Posted in Books, Communications/Media Studies, Literary/Artistic Criticism, Media Archive, Monographs, United States on 2010-09-22 16:15Z by Steven

Fire and Desire: Mixed-Race Movies in the Silent Era

University of Chicago Press
February 2001
352 pages
36 halftones  6 x 9
Cloth ISBN: 9780226278742
Paper ISBN: 9780226278759

Jane M. Gaines, Professor of Film Studies
Columbia University School of the Arts

Winner of the Katherine Singer Kovacs Award

In the silent era, American cinema was defined by two separate and parallel industries, with white and black companies producing films for their respective, segregated audiences. Jane Gaines’s highly anticipated new book reconsiders the race films of this era with an ambitious historical and theoretical agenda.

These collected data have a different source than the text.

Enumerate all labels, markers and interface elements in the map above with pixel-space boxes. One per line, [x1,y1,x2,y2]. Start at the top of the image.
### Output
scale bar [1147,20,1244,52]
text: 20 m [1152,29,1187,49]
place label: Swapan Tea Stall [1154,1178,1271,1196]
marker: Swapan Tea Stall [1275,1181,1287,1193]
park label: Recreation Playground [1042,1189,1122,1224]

Fire and Desire offers a penetrating look at the black independent film movement during the silent period. Gaines traces the profound influence that D. W. Griffith’s racist epic The Birth of a Nation [(1915)] exerted on black filmmakers such as Oscar Micheaux, the director of the newly recovered Within Our Gates [(1920)]. Beginning with What Happened in the Tunnel [(1903)], a movie that played with race and sex taboos by featuring the first interracial kiss in film [View the short film (00:01:02) by Thomas Edison from 1903-11-06 here.], Gaines also explores the cinematic constitution of self and other through surprise encounters: James Baldwin sees himself in the face of Bette Davis, family resemblance is read in Richard S. Roberts’s portrait of an interracial family, and black film pioneer George P. Johnson looks back on Micheaux.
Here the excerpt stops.